Most of the major airline companies in US can lose the passengers over Taiwan problem that happened few months ago.
While Japan Airlines Co., ANA Holdings Inc. and Australia’s Qantas Airways Ltd. have changed how they described Taiwan on their websites, Delta Air Lines Inc. and American Airlines Group Inc. are among the last few standing, calling the island a region or country.
They could face measures such as air-traffic control delays, ramp inspections, hold-ups at immigration and security checks, according to Robert Mann, the New York-based head of aviation consultancy R.W. Mann & Co.
Delta and American Airlines, which have until July 25 to fall in line on the Taiwan issue, say they are consulting with the U.S. government even as the White House dismissed the order as “Orwellian nonsense.”

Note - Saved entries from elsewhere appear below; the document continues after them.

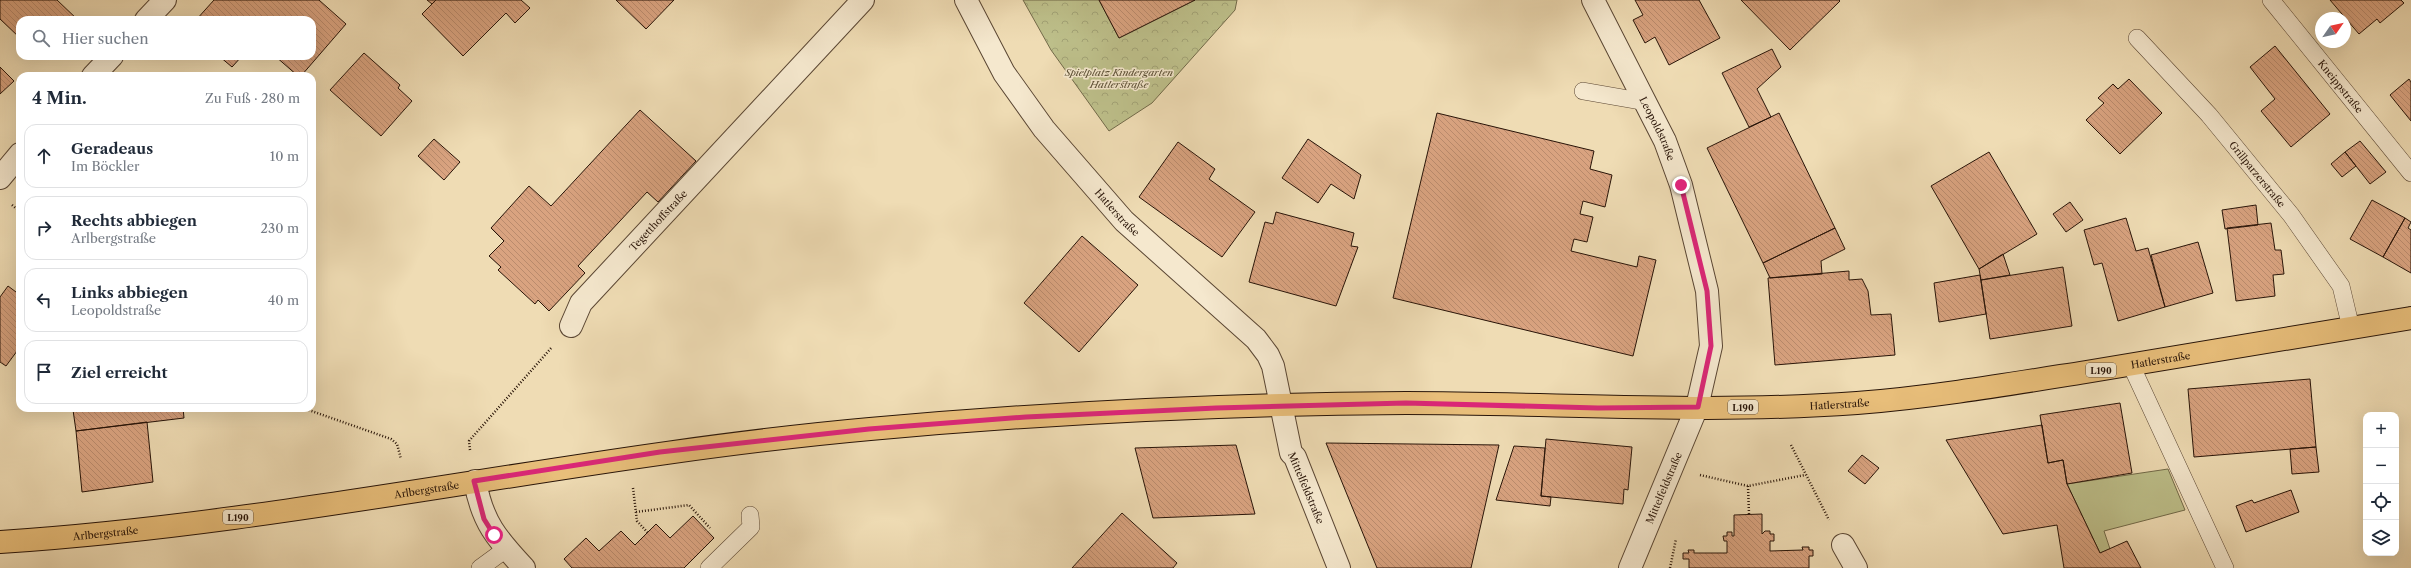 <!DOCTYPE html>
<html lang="de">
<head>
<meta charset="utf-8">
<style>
	body { margin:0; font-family:"Libre Caslon Text",serif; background:#f6f6f7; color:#1f2937 }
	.controls { position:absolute; right:12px; bottom:12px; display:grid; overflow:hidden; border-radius:8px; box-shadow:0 4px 16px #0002 }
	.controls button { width:36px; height:36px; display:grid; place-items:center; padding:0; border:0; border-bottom:1px solid #e0e1e3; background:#fff; color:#1f2937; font:20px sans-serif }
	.compass { position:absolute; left:2315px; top:12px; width:36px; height:36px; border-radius:50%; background:#fff; box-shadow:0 4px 16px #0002; rotate:56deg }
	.stop { position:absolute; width:12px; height:12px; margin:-9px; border:3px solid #db2777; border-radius:50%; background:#fff }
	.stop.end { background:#db2777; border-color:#fff; box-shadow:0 1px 4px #0008 }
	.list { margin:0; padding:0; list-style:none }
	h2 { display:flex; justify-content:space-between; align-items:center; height:52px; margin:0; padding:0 16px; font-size:17px }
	h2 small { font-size:13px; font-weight:400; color:#747a83 }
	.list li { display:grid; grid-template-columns:26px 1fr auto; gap:12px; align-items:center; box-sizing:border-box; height:64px; margin:0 8px 8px; padding:0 8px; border:1px solid #e0e1e3; border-radius:12px }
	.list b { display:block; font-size:15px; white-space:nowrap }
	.list p { margin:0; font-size:13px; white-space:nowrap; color:#747a83 }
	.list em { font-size:13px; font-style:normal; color:#747a83 }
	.icon { flex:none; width:22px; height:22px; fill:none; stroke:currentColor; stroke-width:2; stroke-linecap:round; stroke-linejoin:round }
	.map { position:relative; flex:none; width:2411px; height:568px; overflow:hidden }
	.search { position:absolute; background:#fff; box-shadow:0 4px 16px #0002; left:16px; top:16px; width:300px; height:44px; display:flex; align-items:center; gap:10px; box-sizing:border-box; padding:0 14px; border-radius:12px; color:#747a83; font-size:15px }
	.panel { position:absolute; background:#fff; box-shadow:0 4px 16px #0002; left:16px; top:72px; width:300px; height:340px; border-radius:12px }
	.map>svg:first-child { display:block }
</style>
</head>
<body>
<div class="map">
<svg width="2411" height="568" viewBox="0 0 2411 568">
	<defs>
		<pattern id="park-crowns" width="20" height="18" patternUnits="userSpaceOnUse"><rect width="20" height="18" fill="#bdbf8a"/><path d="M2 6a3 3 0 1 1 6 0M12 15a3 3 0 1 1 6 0" fill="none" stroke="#a2a376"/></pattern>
		<pattern id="building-back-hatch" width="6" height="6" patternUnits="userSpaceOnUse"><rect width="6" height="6" fill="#d9a380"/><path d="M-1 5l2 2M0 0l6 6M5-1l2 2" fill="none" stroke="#ba8b6d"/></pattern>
	</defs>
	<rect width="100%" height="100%" fill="#efdcb4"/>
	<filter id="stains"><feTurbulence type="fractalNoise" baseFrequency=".005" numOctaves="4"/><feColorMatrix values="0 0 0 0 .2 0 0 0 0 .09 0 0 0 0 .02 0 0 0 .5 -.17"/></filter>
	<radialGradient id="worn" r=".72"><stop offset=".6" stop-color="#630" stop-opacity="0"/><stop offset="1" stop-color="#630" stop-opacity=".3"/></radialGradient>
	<path fill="#bdbf8a" stroke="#726a49" d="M2168,469L2185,510L2104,531L2110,549L2100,553L2067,484Z"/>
	<path fill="url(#park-crowns)" stroke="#726a49" d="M1023,0H1099L1119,38L1195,0H1237L1235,10L1152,103L1109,131L1051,50Z"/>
	<path fill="url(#building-back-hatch)" stroke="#281408" d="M0,0H57L78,20H20V38L0,19Z
		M214,0H319L346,24L301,76H298L275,56H312V20H196Z
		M427,0H436L432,4Z
		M436,0H521L530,8L515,23L506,13L463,56L422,14Z
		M616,0H674L646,29Z
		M1099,0H1195L1119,38Z
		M1635,0H1699L1720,38L1669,65L1655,37L1645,43L1633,20L1643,15Z
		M1741,0H1839L1840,1L1790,50Z
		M2330,0H2401L2404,3L2380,23L2377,19L2359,34Z
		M2275,46L2330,114L2291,147L2261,111L2275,99L2250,67Z
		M1772,49L1781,67L1757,89L1771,117L1749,127L1722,73Z
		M364,53L400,85L398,88L412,101L381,136L330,90Z
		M38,56H46L42,60Z
		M219,56H242L232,67Z
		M0,67L14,81L0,94Z
		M2129,79L2162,113L2120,154L2086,120L2104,103L2098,98L2113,84L2118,89Z
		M2409,79L2411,82V121L2390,95Z
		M640,110L696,161L658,202L647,192L578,266L585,273L549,311L538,300L535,304L498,270L501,267L489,256L504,241L491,228L529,186L551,206Z
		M1437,113L1594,151L1590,169L1612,175L1605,207L1583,201L1580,214L1593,217L1587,242L1574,239L1571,251L1637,267L1639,256L1656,260L1633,356L1393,298Z
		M1779,113L1835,228L1763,263L1707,148Z
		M434,139L460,162L444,180L418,156Z
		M1308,139L1361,175L1354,199L1331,184L1318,203L1282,178Z
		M2360,141L2386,172L2370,184L2345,152Z
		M1178,142L1215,169L1209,179L1255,212L1222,257L1139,197Z
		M1989,152L2037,234L1979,269L1931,186Z
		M2345,152L2356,166L2342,177L2331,164Z
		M2372,200L2405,218L2383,257L2350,239Z
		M2070,202L2083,220L2066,232L2053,214Z
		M2256,205L2258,225L2225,229L2222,210Z
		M1276,212L1354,233L1351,246L1358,247L1336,306L1249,282L1265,222L1273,224Z
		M2126,218L2136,251L2148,248L2165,307L2118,321L2102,263L2094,265L2084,230Z
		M2405,218L2411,222L2408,228L2411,230V273L2383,257Z
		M2271,223L2275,250H2281L2284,274L2273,275L2275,296L2236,301L2227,228Z
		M1835,228L1845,249L1821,261L1822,274L1770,278L1763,263Z
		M1082,236L1138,285L1079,352L1024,303Z
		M2198,242L2213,293L2165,307L2151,255Z
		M2003,254L2010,275L1981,280L1979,269Z
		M2063,267L2072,326L1990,339L1981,280Z
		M1849,271V280L1862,279L1868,291L1871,315L1891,314L1895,355L1775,365L1768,278Z
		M1980,275L1986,314L1939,322L1934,283Z
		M8,286L20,295V347L6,366L0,362V297Z
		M2310,379L2316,447L2194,457L2188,389Z
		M2120,403L2132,473L2067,484L2063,460L2048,463L2040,415Z
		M94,408H183L184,418L76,431L73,410Z
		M147,422L153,482L82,492L76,431Z
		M2042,425L2048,463L2063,460L2067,484L2100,553L2127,541L2141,568H2064L2057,525L2003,534L1946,440Z
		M1546,439L1632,447L1628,490L1624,489L1623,504L1541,496Z
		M1326,443L1499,445L1471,568H1377Z
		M1236,445L1255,514L1153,518L1135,448Z
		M1514,446L1545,448L1541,496L1551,497L1550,506L1496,500Z
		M2316,447L2319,472L2292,474L2290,449Z
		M1862,455L1879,468L1865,484L1848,471Z
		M2291,490L2299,512L2246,532L2236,506L2252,500L2254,503Z
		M1122,513L1177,563L1173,568H1072Z
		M1762,514V534L1765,531H1770V534H1774V541H1770V551L1803,550L1802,547H1809V550H1813V556H1809V568H1689V559H1683V553H1689L1688,550H1694V553H1727V541H1724L1723,536H1727V532H1732V536H1734V515Z
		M693,516L714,538L684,568H572L564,559L586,538L599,551L621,531L635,545L656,524L670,538Z"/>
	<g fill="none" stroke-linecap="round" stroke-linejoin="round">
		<g stroke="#5a4633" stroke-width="18">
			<g id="service">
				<path id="s1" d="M2271,0L2411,173"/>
				<path id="s2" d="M2137,38L2209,115L2291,215L2341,286L2351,328"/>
				<path d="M1583,91L1646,102"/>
				<path d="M2131,365L2225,568"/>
				<path d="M480,568L506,549"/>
				<path d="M709,568L751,527L750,515"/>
			</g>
		</g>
		<g stroke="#5a4633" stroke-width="24">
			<g id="minor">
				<path id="s3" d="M966,0L1004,73L1044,129L1124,221L1256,339L1268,355L1273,366L1291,453L1295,457L1339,568"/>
				<path id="s4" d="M1593,0L1665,141L1681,185L1707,291L1711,346L1697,407L1630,568"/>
				<path d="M146,20L165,0"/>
				<path d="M93,76L112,56"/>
				<path d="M0,178L20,154"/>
				<path id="s5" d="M571,326L581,303L863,0"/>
				<path d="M475,481C482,522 497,539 524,568"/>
				<path d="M1843,545L1856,568"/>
			</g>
		</g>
		<g stroke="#281408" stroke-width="24">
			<g id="primary">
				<path id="s6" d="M0,542C292,523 579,455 870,429C1048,413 1227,404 1406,403C1556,403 1707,414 1857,403C1933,397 2010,384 2086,372C2195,354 2303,336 2411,318"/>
			</g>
		</g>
		<path stroke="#281408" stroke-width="2.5" stroke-dasharray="1 2" stroke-linecap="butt" d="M12,205L20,212
			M303,408L391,439L397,444L401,459
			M1791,445L1829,520
			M470,450L469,441L552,347
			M1700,475L1748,486L1805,475
			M1748,486L1749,514
			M633,488L637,521L648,533
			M636,512L689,505L710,528
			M1670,568L1676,539"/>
		<use href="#service" stroke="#f5e8ce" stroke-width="17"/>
		<use href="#minor" stroke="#f5e8ce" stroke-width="22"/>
		<use href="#primary" stroke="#e8be7a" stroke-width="22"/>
	</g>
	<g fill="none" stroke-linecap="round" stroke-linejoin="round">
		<path stroke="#db2777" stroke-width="5" d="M494,535L484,519L474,481L660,452L869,429L1026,417L1216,408L1406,403L1598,408L1698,407L1711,346L1707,291L1681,185"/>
	</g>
	<g text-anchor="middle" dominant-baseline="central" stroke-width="3" stroke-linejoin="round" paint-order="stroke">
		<g fill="#f5e8ce" stroke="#665443" stroke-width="1">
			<rect x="2086" y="363" width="30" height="14" rx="3"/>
			<rect x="1728" y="400" width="30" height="14" rx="3"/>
			<rect x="223" y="510" width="30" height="14" rx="3"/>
		</g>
		<g font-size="9" font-weight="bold" fill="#281408">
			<text x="2101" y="370">L190</text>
			<text x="1743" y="407">L190</text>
			<text x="238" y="517">L190</text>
		</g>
		<g font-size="10" font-style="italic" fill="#5c5036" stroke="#f5e8ce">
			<text x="1119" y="72">Spielplatz Kindergarten<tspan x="1119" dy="12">Hatlerstraße</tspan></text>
		</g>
		<g font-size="10" fill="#281408" stroke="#f5e8ce">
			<text stroke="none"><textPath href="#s1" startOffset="111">Kneippstraße</textPath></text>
			<text stroke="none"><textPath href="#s4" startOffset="144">Leopoldstraße</textPath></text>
			<text stroke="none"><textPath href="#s2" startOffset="182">Grillparzerstraße</textPath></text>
			<text stroke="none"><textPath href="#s3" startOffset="262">Hatlerstraße</textPath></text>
			<text stroke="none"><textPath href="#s5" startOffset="138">Tegetthoffstraße</textPath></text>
			<text stroke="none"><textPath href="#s6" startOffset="2172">Hatlerstraße</textPath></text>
			<text stroke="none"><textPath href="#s6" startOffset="1848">Hatlerstraße</textPath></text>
			<text transform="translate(1306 488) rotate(67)">Mittelfeldstraße</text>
			<text transform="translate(1664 488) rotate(-67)">Mittelfeldstraße</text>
			<text stroke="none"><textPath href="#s6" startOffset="430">Arlbergstraße</textPath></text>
			<text stroke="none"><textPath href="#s6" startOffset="106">Arlbergstraße</textPath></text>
		</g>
	</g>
	<rect width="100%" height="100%" filter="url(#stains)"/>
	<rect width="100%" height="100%" fill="url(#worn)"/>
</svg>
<div class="controls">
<button>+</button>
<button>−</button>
<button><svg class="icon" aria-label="locate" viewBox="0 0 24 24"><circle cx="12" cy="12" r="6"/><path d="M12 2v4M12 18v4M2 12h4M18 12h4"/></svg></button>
<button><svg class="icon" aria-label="layers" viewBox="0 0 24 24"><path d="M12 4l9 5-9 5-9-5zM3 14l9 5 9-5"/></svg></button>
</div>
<svg class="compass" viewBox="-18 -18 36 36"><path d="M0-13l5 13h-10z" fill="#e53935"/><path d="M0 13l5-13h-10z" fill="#747a83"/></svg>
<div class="stop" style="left:494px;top:535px"></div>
<div class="stop end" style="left:1681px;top:185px"></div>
<div class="search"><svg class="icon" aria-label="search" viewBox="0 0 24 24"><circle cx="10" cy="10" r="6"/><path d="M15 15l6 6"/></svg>Hier suchen</div>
<section class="panel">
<h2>4 Min.<small>Zu Fuß · 280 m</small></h2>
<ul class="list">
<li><svg class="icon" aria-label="ahead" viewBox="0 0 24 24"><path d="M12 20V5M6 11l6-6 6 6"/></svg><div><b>Geradeaus</b><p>Im Böckler</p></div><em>10 m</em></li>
<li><svg class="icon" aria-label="right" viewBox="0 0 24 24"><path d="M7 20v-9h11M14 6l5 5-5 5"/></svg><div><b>Rechts abbiegen</b><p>Arlbergstraße</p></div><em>230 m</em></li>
<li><svg class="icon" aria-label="left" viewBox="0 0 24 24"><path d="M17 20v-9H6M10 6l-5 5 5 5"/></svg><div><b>Links abbiegen</b><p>Leopoldstraße</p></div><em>40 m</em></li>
<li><svg class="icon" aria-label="arrive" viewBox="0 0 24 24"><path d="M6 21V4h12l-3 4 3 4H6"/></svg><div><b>Ziel erreicht</b></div></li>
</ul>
</section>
</div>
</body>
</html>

A representative for United Continental Holdings Inc., the U.S. carrier with the most services to mainland China, declined to comment. The diplomatic spat comes amid a worsening tit-for-tat trade war between Donald Trump and Xi Jinping.
The major long-term threat is to the establishment of a China-U.S. “open skies” aviation treaty, a pre-condition for code-share alliances that can pass muster with antitrust agencies.
There are more options in China’s playbook to inflict pain, said Corrine Png, chief executive officer and founder of Crucial Perspective Pte., a Singapore-based research firm focused on transportation.
China’s government could prompt travellers from the mainland to boycott American airlines and could also impose tourism curbs by approving fewer package tours — a tactic that proved effective against South Korea when the country decided to deploy a U.S. missile shield last year on its soil despite China’s complaints. Png said.